Tuesday, March 2, 2010

The Black Jewels Trilogy; reread

Although I said I will write a post after first book in trilogy, I'm writing this after whole book. That is mostly because Sunday was a day for hangover (a friend celebrated his promotion) so I spent 11-12 hours on couch reading. During that time, I've read whole second book and first half of third, so I decided to finish it all before a new post.

Since I've already read the book, I generally remembered characters and plot, although I forgot most of the details (which I'm grateful for because there wouldn't be point in reading it again).

I'm somewhat at loss how to generalize this book. First, let me stress if that I like it. It's not one of my favorite series, but it's solid, with no big flaws or boring parts. I liked characters (Saetan was my favorite) and especially the world. There are no long, unhappy parts that I don't like, like in Farseer Trilogy. There is no skimping with violence or sex, but on the other hand, they are not too exaggerated.

First I would like to shortly describe the world (with no spoilers): dominant race are humans, who live in a realm of Terreille. They are divided on landens and Blood; Blood (a minority, but not uncommon) have natural magic abilities and are differentiated by strength (color of their Jewels); dominant gender is female. They all worship Darkness, but are not evil (e.g. not like Drows); they are just a bit more temperament and prone to violence, but there is love, families, etc. Then, there is a realm of Kaeleer, where live humans, races similar to them and Kindred, who are animal races with ability of Blood. Last there is Dark Realm or Hell; this is a realm where dead Blood, that are too strong to die or have unfinished business with living, go before they return to Darkness. They are not ghosts; they become demon-dead, keep their memories and strengths, but usually can't go to Sun and have to drink blood to retain their vitality.

When books start, Terreille is corrupted by influence of ambitious Queens (Queens are strong female Blood that rule; there are ranks between them...), Kaeleer still live by old Blood traditions, and Hell is rule by Saetan, a 50.000 years demon-dead Blood male. Book then follows events connected to Witch and her companions; Witch is a super-strong Queen that is superposed to rule over all Blood and is born every few thousand years (50.000 years passed between this and last one).

Book has many comic scenes, many of them based on motive of hard individual with a soft spot. They are done very well and I didn't feel stupid or childish laughing at them.

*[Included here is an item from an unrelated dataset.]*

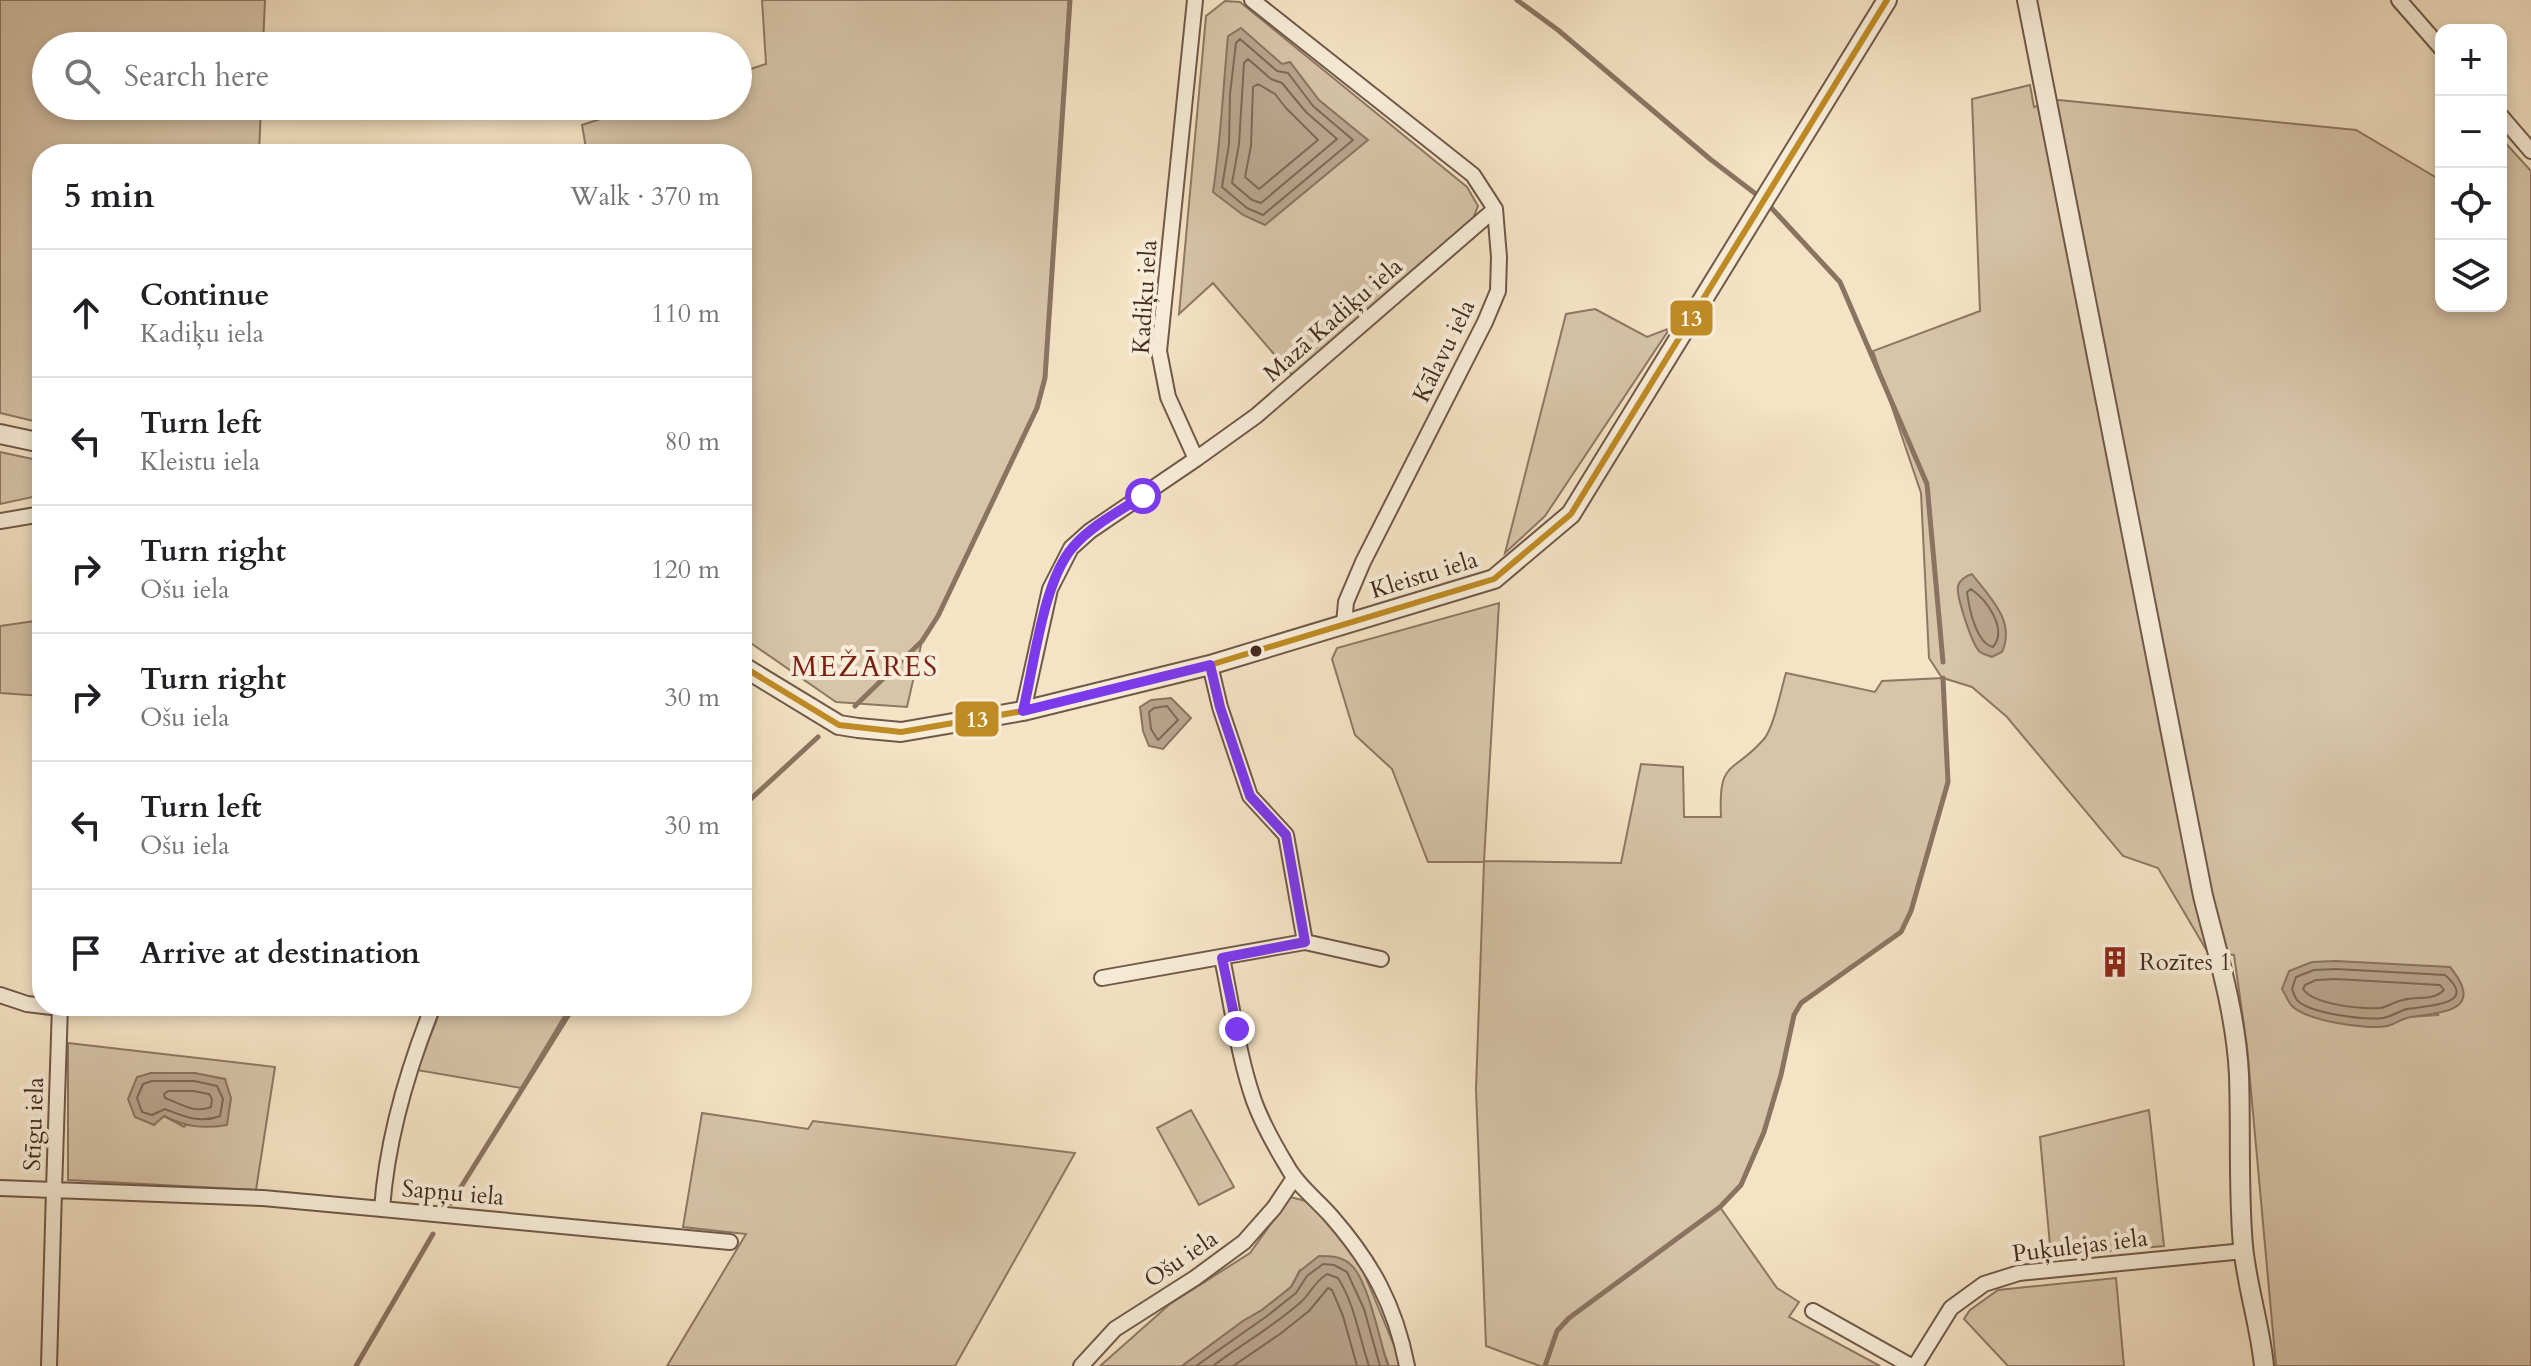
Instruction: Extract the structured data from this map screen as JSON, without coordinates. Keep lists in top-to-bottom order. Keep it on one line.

As I said, characters are very good, and there is no evil-by-definition. We have a great number of "good" characters and then there are others, who are ambitious, cruel or emotionally cold, but they are not evil by standards that this world live by.

Language is nice, very easy to read. There are not many invented terms that can be confusing for reader. Also, swearing is practically nonexistent. That, and general niceness of character can sometimes lure reader that this is a children book, which I don't think is the case. There are many adult and serious themes in these books: child abuse, rape, torture...

Few weeks ago I've read this article, where author explains how romance in Robert Heinlein's "The Door Into Summer", between protagonist (an adult) and preteen girl (who later grows up) creeped him when he read it as an adult. This book contains the same theme. I must say that if I haven't read this article previously, I wouldn't even notice it here. Personally, I didn't find it repulsive, because it was logical and natural thing in course of this book (not that I would approve it in real life).

Also, I notice that landen, who after all, are majority, are completely ignored. I can't say I noticed any landen character, except when they are referred in general. And this book revolves mainly around wealthy people, who don't have to do anything to earn their living. Note that I'm not saying they are having it easy; they have their own problems. I just realized that while in real life I don't usually respect rich people who inherited their money and never had to work for it, I don't have a problem with them as characters in books or other art. Actually, most of the time I admire them. This got nothing with this book, it just something I realized while reading it.

In general, I recommend this book, especially this omnibus edition (it has around 1200 pages, which is not too much). This is actually a book that I would recommend for someone who is just starting to read high fantasy. It contains many classic fantasy elements (magic, demons, etc.), but it's not naive and character are not one-dimensional. And it's not too long, so it won't scare anybody like some 10-volume series.

Yesterday I started reading Claymore manga. After reading some more volumes, I will decide to make one or more posts about it. But since I think I will finish it to the end of the week, it will probably be one post.